Homilía en la Misa de la Cena del Señor – Catedral de San Francisco – 29 de marzo de 2018
“Jesús se levantó de la mesa, se sacó el manto y tomando una toalla se la ató a la cintura. Luego echó agua en un recipiente y empezó a lavar los pies a los discípulos y a secárselos con la toalla que tenía a la cintura” (Jn 13,4-5).
Al inicio de la Semana Santa los invitaba a contemplar a un Dios desarmado que, sin segundas intenciones, con la inocencia y vulnerabilidad de un niño por nacer, se pone en nuestras manos.
A un Dios desarmado, humilde y vulnerable… por amor.
Los invitaba a contemplarlo así en Jesús, su Hijo y nuestro hermano, en su Pasión, en la Cruz.
Contemplémoslo ahora en la Cena de despedida y en esta imagen tan fuerte de Jesús, arrodillado, lavando los pies de sus discípulos.
¿Qué nos dice el Dios hecho hombre, de rodillas, como un humilde siervo?
Ante todo, concretemos la escena: está así, de rodillas y como servidor, ante cada uno de nosotros.
Como lo hizo con Simón Pedro y con cada uno de los discípulos, así también lo hace con vos, conmigo, con cada ser humano.
Dios se ha arrodillado delante de la humanidad, de cada hombre y mujer que viene a este mundo.
Sí. Lo tenés de rodilla, delante de ti. Y no es una pose para la selfie. Es su actitud divina más profunda. Esa es su naturaleza: salir de sí para amar.
Nosotros nos arrodillamos ante Él en adoración, alabanza y súplica.
Ese es un deber de todo ser humano que intuye que Dios es el misterio santo del que proviene, en el camina y hacia el que se dirigen los pasos de su vida.
Pero, en nuestro ponernos de rodillas ante el Dios revelado por Jesús – como haremos en breve en la consagración y ante las especies eucarísticas – hay algo más.
El Dios santo nos ha salido al encuentro. Él se ha hecho servidor de nosotros y, poniéndose de rodillas, nos ha lavado, ha aliviado nuestro cansancio, nos ha curado.
Lo celebramos hoy, y cada vez que nos reunimos para el banquete eucarístico. Entonces, el viene a nosotros como Palabra que se hace audible por nuestros oídos, y se hace Palabra-Pan para alimentarnos en cuerpo y alma.
Así, hincándose y poniéndose de rodillas – con esa humildad que lo desarma a Él y desarma nuestro orgullo – el Dios amor nos une a sí mismo y se une con nosotros en comunión de amor.

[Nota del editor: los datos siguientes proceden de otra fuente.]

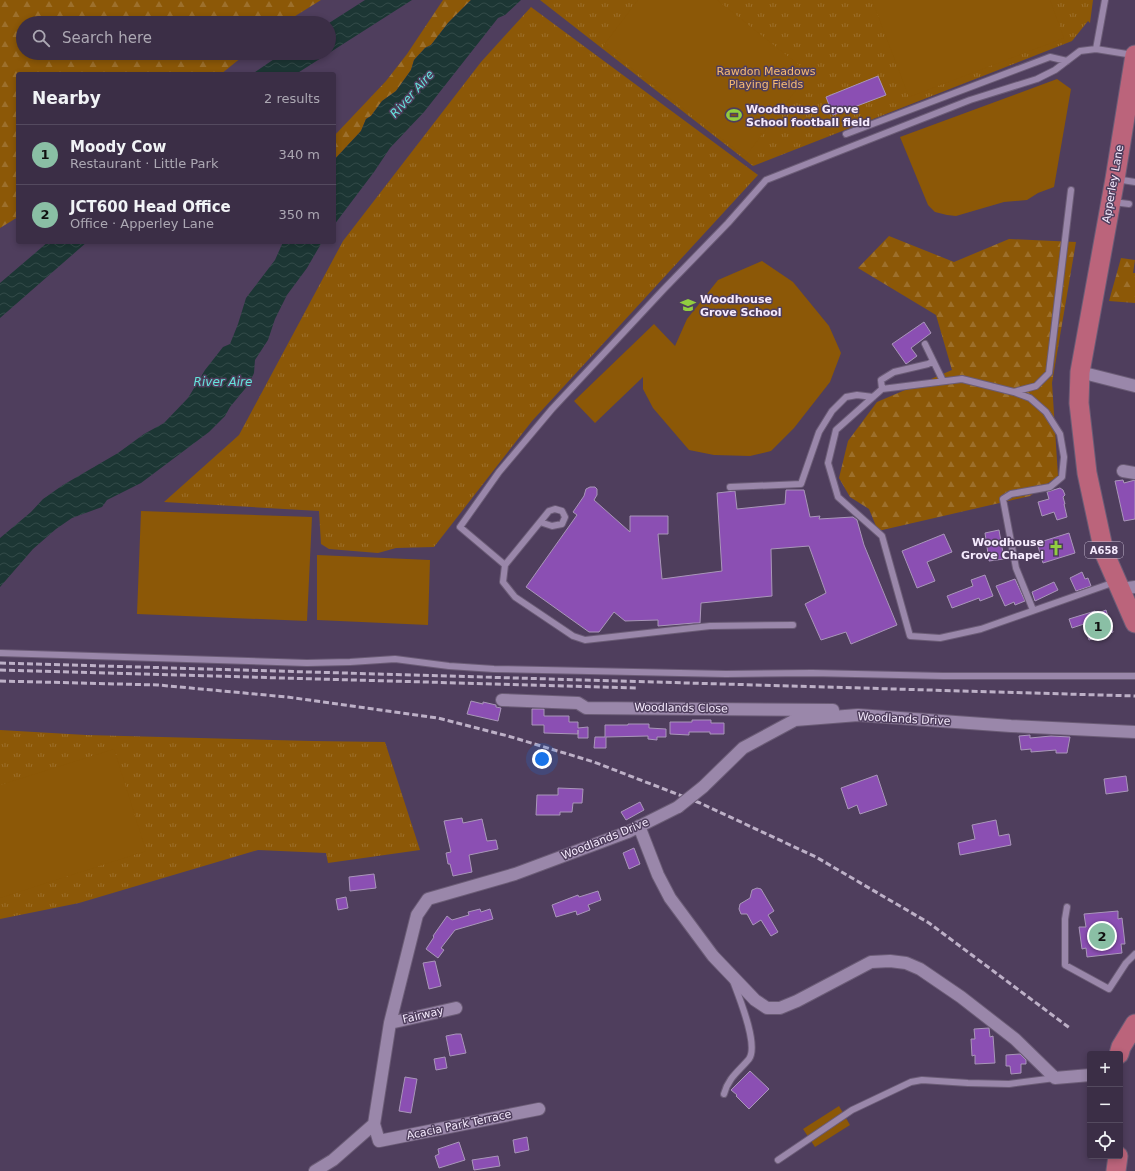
<!DOCTYPE html>
<meta charset="utf-8">
<style>
body{margin:0;font-family:"DejaVu Sans",sans-serif;background:#42364d;color:#f1f3f6}
.controls{position:absolute;right:12px;bottom:12px;display:grid;overflow:hidden;border-radius:4px;box-shadow:0 2px 6px #0003}
.controls button{width:36px;height:36px;display:grid;place-items:center;padding:0;border:0;border-bottom:1px solid #544a5f;background:#3b2e46;color:#f1f3f6;font:20px sans-serif}
.you{position:absolute;left:542px;top:759px;width:14px;height:14px;margin:-10px;border:3px solid #fff;border-radius:50%;background:#1a73e8;box-shadow:0 0 0 6px #1a73e833}
.badge{display:grid;place-items:center;width:26px;height:26px;border-radius:50%;background:#8abfa5;color:#111;font-size:13px;font-weight:700}
.pin{position:absolute;translate:-50% -50%;border:2px solid #fff;box-shadow:0 1px 4px #0006}
.list{margin:0;padding:0;list-style:none}
h2{display:flex;justify-content:space-between;align-items:center;height:52px;margin:0;padding:0 16px;font-size:17px}
h2 small{font-size:13px;font-weight:400;color:#aca8b3}
.list li{display:grid;grid-template-columns:26px 1fr auto;gap:12px;align-items:center;box-sizing:border-box;height:60px;padding:0 16px;border-top:1px solid #544a5f}
.list b{display:block;font-size:15px;white-space:nowrap}
.list p{margin:0;font-size:13px;white-space:nowrap;color:#aca8b3}
.list em{font-size:13px;font-style:normal;color:#aca8b3}
.icon{flex:none;width:22px;height:22px;fill:none;stroke:currentColor;stroke-width:2;stroke-linecap:round;stroke-linejoin:round}
.map{position:relative;flex:none;width:1135px;height:1171px;overflow:hidden}
.search{position:absolute;background:#3b2e46;box-shadow:0 2px 6px #0003;left:16px;top:16px;width:320px;height:44px;display:flex;align-items:center;gap:10px;box-sizing:border-box;padding:0 14px;border-radius:22px;color:#aca8b3;font-size:15px}
.panel{position:absolute;background:#3b2e46;box-shadow:0 2px 6px #0003;left:16px;top:72px;width:320px;height:172px;border-radius:4px}
.map>svg:first-child{display:block}
.grass{fill:url(#grass-tufts)}
.forest{fill:url(#forest-firs)}
.pitch{fill:#8c5807}
.water{fill:url(#water-waves)}
.building{fill:#8b4fb3;stroke:#a996b9}
.lines{fill:none;stroke-linecap:round;stroke-linejoin:round}
.service-casing{stroke:#6b5c76;stroke-width:8}
.minor-casing{stroke:#6b5c76;stroke-width:14}
.trunk-casing{stroke:#6b5c76;stroke-width:21}
.service{stroke:#9a87aa;stroke-width:6}
.minor{stroke:#9a87aa;stroke-width:12}
.trunk{stroke:#bb647b;stroke-width:19}
.rail{stroke:#bdb0c7;stroke-width:3;stroke-dasharray:6 3;stroke-linecap:butt}
.minor-bridge-casing{stroke:#6b5c76;stroke-width:14;stroke-linecap:butt}
.minor-bridge{stroke:#9a87aa;stroke-width:12}
.labels{text-anchor:middle;dominant-baseline:central;stroke-width:3;stroke-linejoin:round;paint-order:stroke}
.shield{fill:#4f3e5d;stroke:#c4b7ce;stroke-width:1}
.shield-label{font-size:10px;font-weight:bold;fill:#f6ebfe}
.park-label{font-size:11px;fill:#f7bb73;stroke:#4f3e5d}
.poi-label{font-size:11px;font-weight:bold;fill:#f6ebfe;stroke:#4f3e5d;text-anchor:start}
.street-label{font-size:11px;fill:#f6ebfe;stroke:#4f3e5d}
.water-label{font-size:12px;font-style:italic;fill:#64e4dc;stroke:#4f3e5d}
</style>
<div class="map">
<svg width="1135" height="1171" viewBox="0 0 1135 1171">
<defs>
<pattern id="grass-tufts" width="24" height="20" patternUnits="userSpaceOnUse"><rect width="24" height="20" fill="#8c5807"/><path d="M3 7l-1-3M5 7V3M7 7l1-3M15 17l-1-3M17 17v-4M19 17l1-3" fill="none" stroke="#9d702c"/></pattern>
<pattern id="forest-firs" width="22" height="20" patternUnits="userSpaceOnUse"><rect width="22" height="20" fill="#8c5807"/><path d="M5 1l3.5 6h-7zM16 11l3.5 6h-7z" fill="#9d702c"/></pattern>
<pattern id="water-waves" width="16" height="10" patternUnits="userSpaceOnUse"><rect width="16" height="10" fill="#1c3634"/><path d="M0 5q4-4 8 0t8 0" fill="none" stroke="#324a48"/></pattern>
</defs>
<rect width="100%" height="100%" fill="#4f3e5d"/>
<!-- grass -->
<path class="grass" d="M540,0H1093L1090,23L1088,21L1072,41L753,166Z
M531,7L758,175L532,421L434,547L396,548L378,553L329,549L321,544L319,511L164,502L239,435L343,241L481,62Z
M0,730L86,735L312,741L385,742L420,850L328,863L326,853L258,850L79,903L0,919Z"/>
<!-- forest -->
<path class="forest" d="M0,0H321L284,23H23V53H247L221,74H18V217L0,228Z
M443,0H471L448,23L431,45L425,48L414,60L411,70L396,91L382,101L371,116L366,119L361,131L334,160V136L386,81L407,54Z
M889,236L954,262L1009,239L1076,242L1052,383L1058,476L1030,496L878,531L869,509L850,497L839,478L848,441L877,402L952,370L936,315L858,268Z
M1121,258L1135,260L1133,273H1135V303L1109,301Z"/>
<!-- pitch -->
<path class="pitch" d="M638,0H717L809,73L745,157L603,46Z
M872,0H1050L1064,38L909,97Z
M1057,79L1071,89L1054,187L1038,193L1027,200L1004,202L956,216L947,215L935,212L928,205L900,137Z
M762,261L793,282L829,326L841,353L830,382L794,428L771,451L750,456L714,455L689,450L653,408L643,389V377L595,423L574,401L654,324L675,346L687,319L718,280Z
M141,511L312,517L307,621L137,614Z
M317,555L430,560L428,625L317,620Z
M114,749L146,851L0,898V785Z
M839,1106L850,1125L815,1147L803,1129Z"/>
<!-- water -->
<path class="water" d="M365,0H412L329,53V23Z
M471,0H521L505,15L498,18L424,112L390,148L374,172L334,225V160L361,131L366,119L371,116L382,101L396,91L411,70L414,60L425,48L431,45L448,23Z
M283,53H329L296,74H252Z
M48,242H87L0,318V283Z
M283,242H322L307,268L287,295L275,319L268,340L255,360L254,373L249,384L230,407L225,416L209,432L141,483L107,500L102,507L72,518L56,529L33,549L0,587V538L31,512L43,499L63,485L118,453L144,434L164,423L188,398L205,370L223,347L230,344L238,324L246,298L275,260Z"/>
<!-- building -->
<path class="building" d="M878,76L886,95L833,115L826,97Z
M924,322L931,333L911,348L917,356L906,364L892,344Z
M1123,480L1124,483L1135,480V519L1124,521L1115,481Z
M590,487H595L597,489V495L594,500L630,532V516H668V534H658L662,579L722,571L717,493L735,491L737,509L785,504L786,490H804L810,517L820,516L819,519L853,517L857,520L864,545L897,625L851,644L846,632L821,640L805,604L826,593L809,546L771,549L772,596L701,603L700,623H694L658,626V620L625,621L614,612L599,632H589L526,587L577,515L573,512L584,496L586,489Z
M1060,488L1063,490L1065,495L1063,497L1065,504H1064L1067,517L1057,520L1054,512L1042,516L1038,502L1049,499L1047,492Z
M999,530L1004,559L989,561L985,533Z
M1069,533L1075,553L1043,563L1037,543Z
M944,534L952,552L927,562L935,581L917,588L902,551Z
M1082,572L1085,579L1088,578L1091,586L1076,591L1070,578Z
M985,575L993,596L980,601L979,598L952,608L947,596L973,586L971,580Z
M1015,579L1025,601L1015,605L1014,602L1005,606L996,586Z
M1054,582L1058,590L1035,601L1032,592Z
M1106,610L1113,632L1089,640L1084,624L1072,628L1069,619L1095,611L1096,614Z
M471,701L483,704V702L496,705V707L501,708L498,721L467,714Z
M532,709H544V716H569V722H578V728L588,727V738H578V730V734L544,733V725H532Z
M692,720H711V723H724V734H710V732H689V735L670,734V722H692Z
M628,724H649V728L666,729V737H657V740L648,739V736L606,737V748H594L595,737H605V725H628Z
M1030,735V738L1051,736L1070,737L1067,753H1056V750L1031,752V749L1021,750L1019,736Z
M877,775L887,805L860,814L857,805L848,809L841,788Z
M1126,776L1128,791L1106,794L1104,779Z
M558,788L583,789L582,803H573L572,812H560V815H536L537,795H558Z
M640,802L644,810L626,820L621,812Z
M462,818L463,823L482,819L487,841L496,840L498,849L469,855L472,872L453,876L450,864H448L446,853L451,852L444,821Z
M996,820L999,836L1009,834L1011,845L960,855L958,843L975,839L972,825Z
M634,848L640,864L629,869L623,853Z
M374,874L376,888L350,891L349,877Z
M757,888L761,889L774,911L768,915L778,932L771,936L761,920L753,925L747,914H741L739,909L740,904L750,898L752,890Z
M598,891L601,900L588,905L590,910L577,915L576,911L556,917L552,905L578,895L579,897Z
M346,897L348,908L338,910L336,899Z
M480,909L481,912L490,909L493,919L455,930L441,948L444,950L438,958L426,949L434,937L433,936L447,916L452,920L469,915L468,912Z
M1118,911V919L1122,918L1125,944H1121L1122,953L1087,957L1086,948L1082,949L1079,927H1086L1084,914Z
M435,961L441,986L429,989L423,963Z
M989,1028L990,1037L993,1036L995,1063L975,1064V1055L972,1056L971,1039H975L974,1029Z
M456,1034H461L466,1053L450,1056L446,1036Z
M1020,1054L1026,1060V1064H1021V1073L1011,1074L1010,1066H1006V1055Z
M445,1057L447,1068L436,1070L434,1059Z
M750,1071L769,1089L749,1109L736,1096L737,1095L731,1090Z
M405,1077L417,1079L411,1113L399,1111Z
M527,1137L529,1150L515,1153L513,1140Z
M459,1142L465,1160L439,1168L435,1156L439,1154L438,1149Z
M498,1156L500,1166L474,1170L472,1160Z"/>
<g class="lines">
<defs>
<path id="service" d="M1096,49L1105,0
M846,134L1050,57L1067,61
M1116,179L1135,182
M1071,190L1049,373L1036,386L1014,392L962,379L882,389L836,430L828,463L838,497L882,536L910,636L940,638L981,629L1115,582
M1113,202L1129,204
M925,344L943,381
M882,389L881,380L894,372L928,364L933,361
M1014,392L1030,398L1046,412L1060,434L1064,457L1062,477L1050,487L1011,494L1003,499L1016,568L1033,610
M730,487L801,484L819,432L832,411L846,397L857,395L873,397
M505,565L549,511L555,509L562,511L565,517L562,524L552,526L540,522
M793,625L710,626L585,640L573,636L515,597L503,582L505,565L460,527L499,472L552,409L664,289L728,223L766,180L970,100L1037,79L1055,70L1080,51L1096,49L1133,55
M0,653L307,663L350,662L395,659L449,666L494,669L726,674L812,673L943,676H1135
M1067,907L1065,919V965L1109,989L1126,963L1135,954
M724,1094C728,1078 739,1071 749,1059C759,1045 739,997 733,981
M778,1160L852,1110L911,1082L922,1080L968,1083L1009,1084L1055,1078"/>
<path id="minor" d="M1080,372L1135,386
M1123,471L1135,473
M1121,589L1135,587
M502,700L578,703L586,708L833,710
M703,787L743,748L795,720L858,715L1011,726L1135,732
M639,826L658,875L670,898L713,956L755,1000L767,1008H780L797,1001L871,962L890,961L906,963L920,969L961,997L1015,1039L1055,1078L1090,1075
M390,1023L456,1008
M374,1124L379,1141L539,1109
M315,1171L333,1160L374,1124L390,1023L417,915L428,899L515,874L628,832L678,807"/>
<path id="trunk" d="M1135,55L1115,179L1080,372L1079,403L1087,473L1104,552L1135,623
M1119,1054L1121,1047L1135,1024
M1116,1171L1118,1156"/>
</defs>
<!-- service casing -->
<use href="#service" class="service-casing"/>
<!-- minor casing -->
<use href="#minor" class="minor-casing"/>
<!-- trunk casing -->
<use href="#trunk" class="trunk-casing"/>
<!-- service -->
<use href="#service" class="service"/>
<!-- minor -->
<use href="#minor" class="minor"/>
<!-- trunk -->
<use href="#trunk" class="trunk"/>
<!-- rail -->
<path class="rail" d="M0,663L1135,696
M0,670L637,688
M0,681L158,685L287,697L438,718L508,736L594,762L700,803L816,857L929,923L1071,1029"/>
<defs>
<path id="minor-bridge" d="M678,807L703,787"/>
</defs>
<!-- minor-bridge casing -->
<use href="#minor-bridge" class="minor-bridge-casing"/>
<!-- minor-bridge -->
<use href="#minor-bridge" class="minor-bridge"/>
</g>
<!-- icons -->
<defs>
<symbol id="stadium-bare" viewBox="-9 -9 18 18"><path d="M0-5a6.5 5 0 1 0 0 10a6.5 5 0 1 0 0-10ZM-3.5-1.8h7v3.6h-7Z" fill="#91cd40" stroke="#4f3e5d" stroke-width="2.5" paint-order="stroke"/></symbol>
<symbol id="school-bare" viewBox="-9 -9 18 18"><path d="M0-5L7-2L0 1L-7-2ZM-4 1L0 2.5L4 1V4Q0 6-4 4Z" fill="#91cd40" stroke="#4f3e5d" stroke-width="2.5" paint-order="stroke"/></symbol>
<symbol id="church-bare" viewBox="-9 -9 18 18"><path d="M-1.2-6h2.4v3.5h3.3v2.4h-3.3V6h-2.4V-.1h-3.3v-2.4h3.3Z" fill="#91cd40" stroke="#4f3e5d" stroke-width="2.5" paint-order="stroke"/></symbol>
</defs>
<g fill-rule="evenodd">
<use href="#stadium-bare" x="723" y="104" width="22" height="22"/>
<use href="#school-bare" x="677" y="294" width="22" height="22"/>
<use href="#church-bare" x="1045" y="537" width="22" height="22"/>
</g>
<g class="labels">
<!-- shield labels -->
<rect class="shield" x="1085" y="542" width="38" height="16" rx="3"/>
<g class="shield-label">
<text x="1104" y="550">A658</text>
</g>
<!-- park labels -->
<g class="park-label">
<text x="766" y="71">Rawdon Meadows<tspan x="766" dy="13">Playing Fields</tspan></text>
</g>
<!-- poi labels -->
<g class="poi-label">
<text x="746" y="109">Woodhouse Grove<tspan x="746" dy="13">School football field</tspan></text>
<text x="700" y="299">Woodhouse<tspan x="700" dy="13">Grove School</tspan></text>
<text x="1044" y="542" text-anchor="end">Woodhouse<tspan x="1044" dy="13">Grove Chapel</tspan></text>
</g>
<!-- street labels -->
<g class="street-label">
<text transform="translate(1113 184) rotate(-80)">Apperley Lane</text>
<text transform="translate(681 708) rotate(1)">Woodlands Close</text>
<text transform="translate(904 719) rotate(3)">Woodlands Drive</text>
<text transform="translate(605 839) rotate(-22)">Woodlands Drive</text>
<text transform="translate(423 1015) rotate(-13)">Fairway</text>
<text transform="translate(459 1125) rotate(-12)">Acacia Park Terrace</text>
</g>
<!-- water labels -->
<g class="water-label">
<text transform="translate(412 94) rotate(-48)">River Aire</text>
<text x="223" y="382">River Aire</text>
</g>
</g>
</svg>
<div class="controls">
<button>+</button>
<button>−</button>
<button><svg class="icon" aria-label="locate" viewBox="0 0 24 24"><circle cx="12" cy="12" r="6"/><path d="M12 2v4M12 18v4M2 12h4M18 12h4"/></svg></button>
</div>
<div class="you"></div>
<div class="pin badge" style="left:1098px;top:626px">1</div>
<div class="pin badge" style="left:1102px;top:936px">2</div>
<div class="search"><svg class="icon" aria-label="search" viewBox="0 0 24 24"><circle cx="10" cy="10" r="6"/><path d="M15 15l6 6"/></svg>Search here</div>
<section class="panel">
<h2>Nearby<small>2 results</small></h2>
<ul class="list">
<li><span class="badge">1</span><div><b>Moody Cow</b><p>Restaurant · Little Park</p></div><em>340 m</em></li>
<li><span class="badge">2</span><div><b>JCT600 Head Office</b><p>Office · Apperley Lane</p></div><em>350 m</em></li>
</ul>
</section>
</div>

No necesitamos que ninguna ley externa nos mande rendirle culto de adoración. Al verlo así, desarmado, humilde y de rodillas, nosotros mismos caemos rendidos ante su amor, y lo adoramos con admiración y estupor.
Ese es el Dios que han barruntado los filósofos y cantado los poetas. El que constituye la nostalgia de ateos y agnósticos, muchas veces velada detrás de la crítica ácida o de una sobreactuada jactancia.
Ese es el Dios que, una vez más en esta Pascua, nos muestra su Rostro en el humilde servicio de Jesús que cada Eucaristía actualiza y que es la esencia del sacerdocio ministerial.
A ese Dios humilde adoramos, veneramos y alabamos.
Como María y José en el pesebre de Belén. Como los pastores. Como los reyes. Como Francisco de Asís.
* * *
“Ustedes me llaman Maestro y Señor; y tienen razón, porque lo soy. Si yo, que el Señor y el Maestro, les he lavado los pies, ustedes también deben lavarse los pies unos a otros. Les he dado el ejemplo para que hagan lo mismo que yo hice con ustedes”, concluye el Señor (Jn 13,13-15).
Hacer lo mismo que Jesús hizo con los discípulos, aquella noche.
Y lo que ha hecho y hace con cada uno de nosotros.
Ese es el programa de vida de un cristiano, discípulo de Jesús Servidor.
En nuestro mundo, que parece vivir cómodo sin Dios, sin Jesús y sin su Evangelio, siempre tendrá espacio para que nos arrodillemos a lavar los pies de los cansados.
Siempre habrá lugar para un Dios desarmado que se arrodilla.